TASK REQUIREMENTS: Transcribe the records verbatim, images excluded.

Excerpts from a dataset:
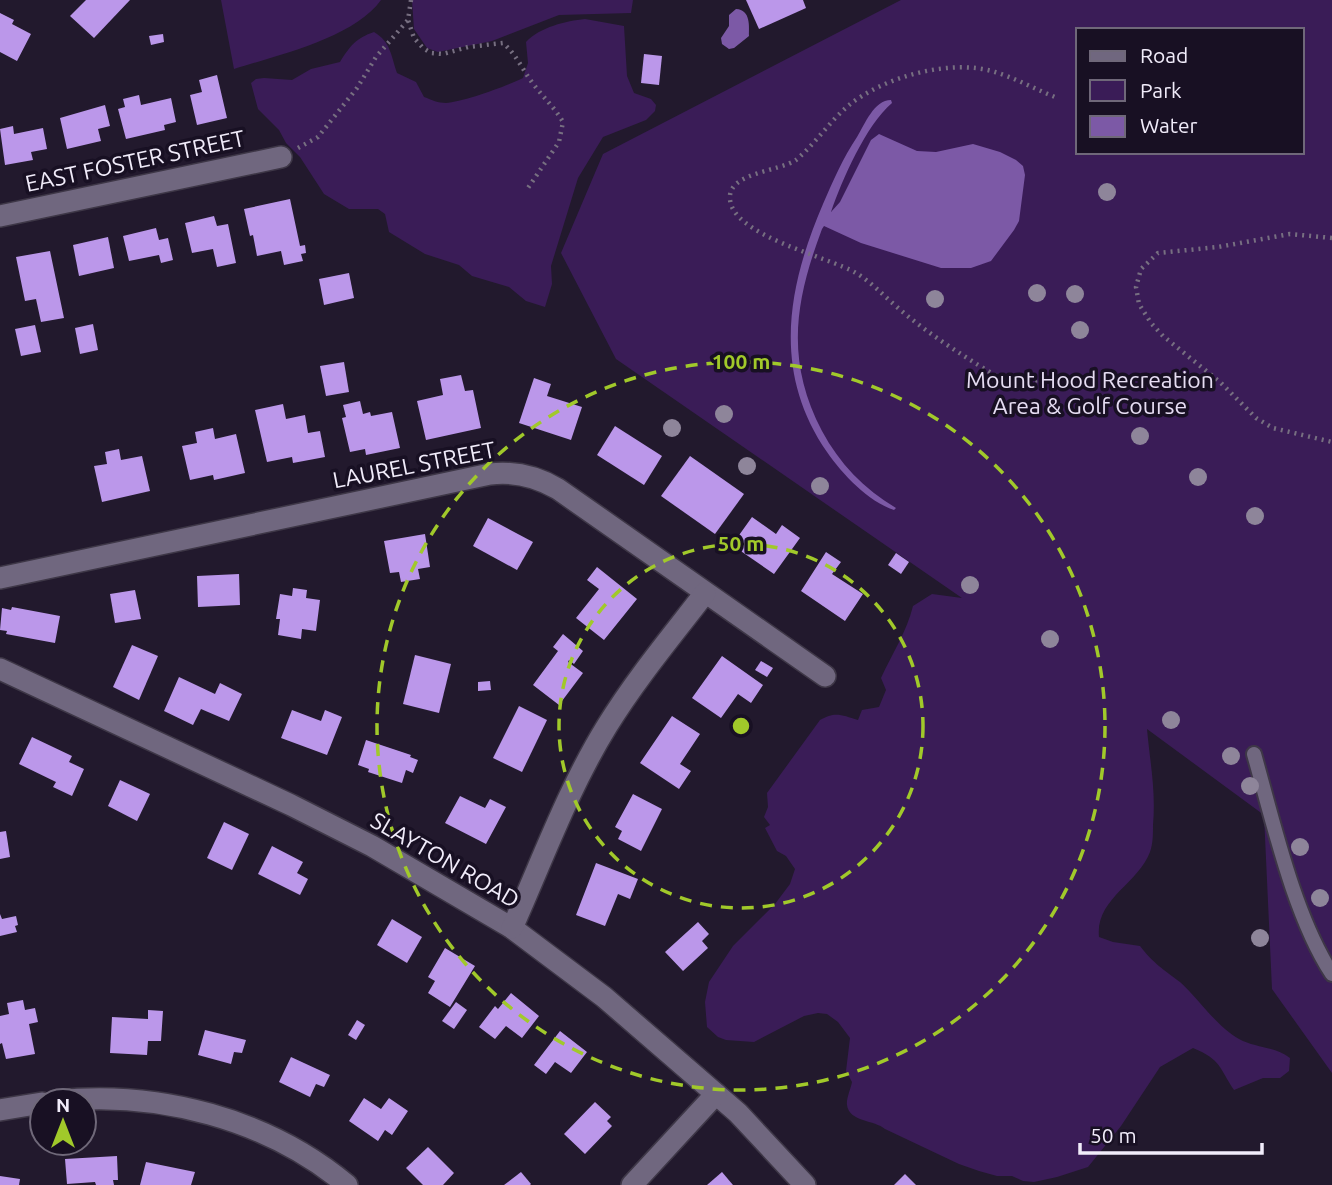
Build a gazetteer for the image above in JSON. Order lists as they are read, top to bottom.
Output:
{
  "streets": {
    "street": ["EAST FOSTER STREET", "LAUREL STREET", "SLAYTON ROAD"]
  },
  "parks": ["Mount Hood Recreation Area & Golf Course"],
  "legend": ["Road", "Park", "Water"],
  "scale_bar": "50 m",
  "north": "top",
  "rings": ["100 m", "50 m"]
}
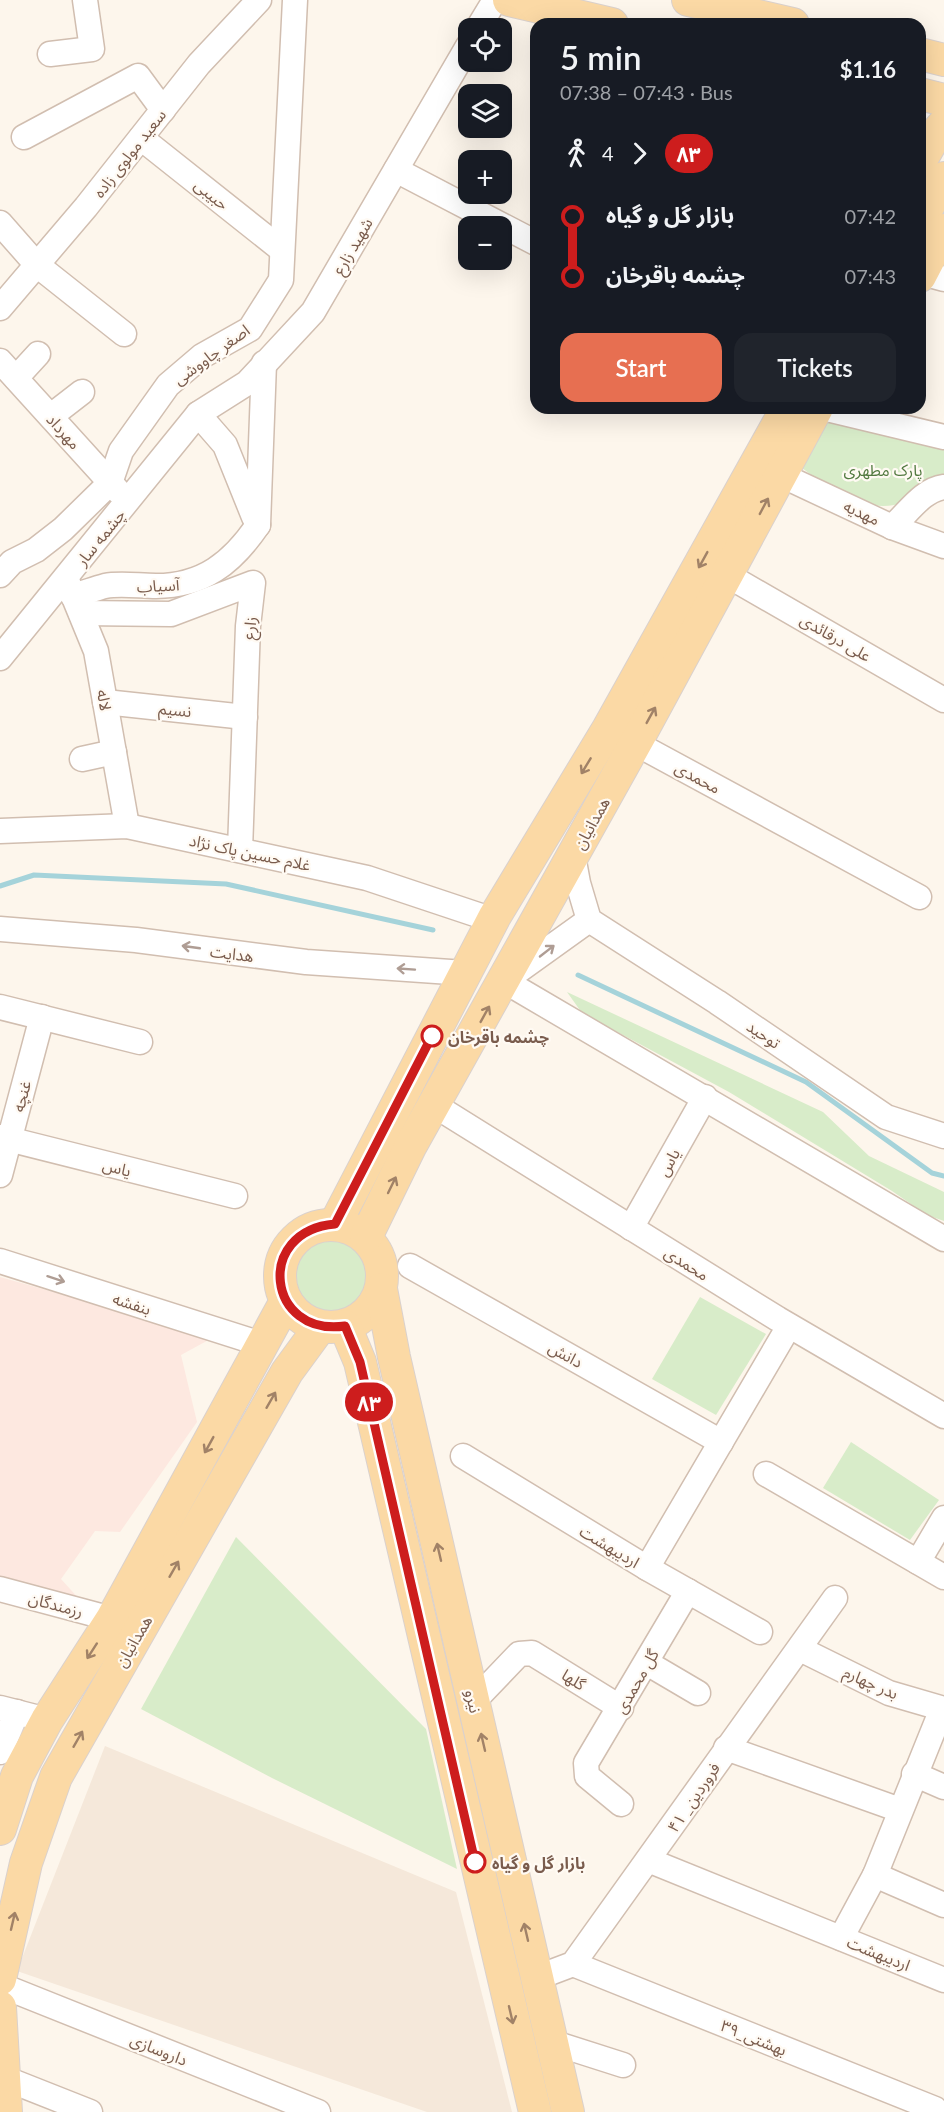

ANSWER BOX:
Build a gazetteer for the image above in JSON. Order lists as they are read, top to bottom.
Output:
{
  "streets": {
    "street": ["EAST FOSTER STREET", "LAUREL STREET", "SLAYTON ROAD"]
  },
  "parks": ["Mount Hood Recreation Area & Golf Course"],
  "legend": ["Road", "Park", "Water"],
  "scale_bar": "50 m",
  "north": "top",
  "rings": ["100 m", "50 m"]
}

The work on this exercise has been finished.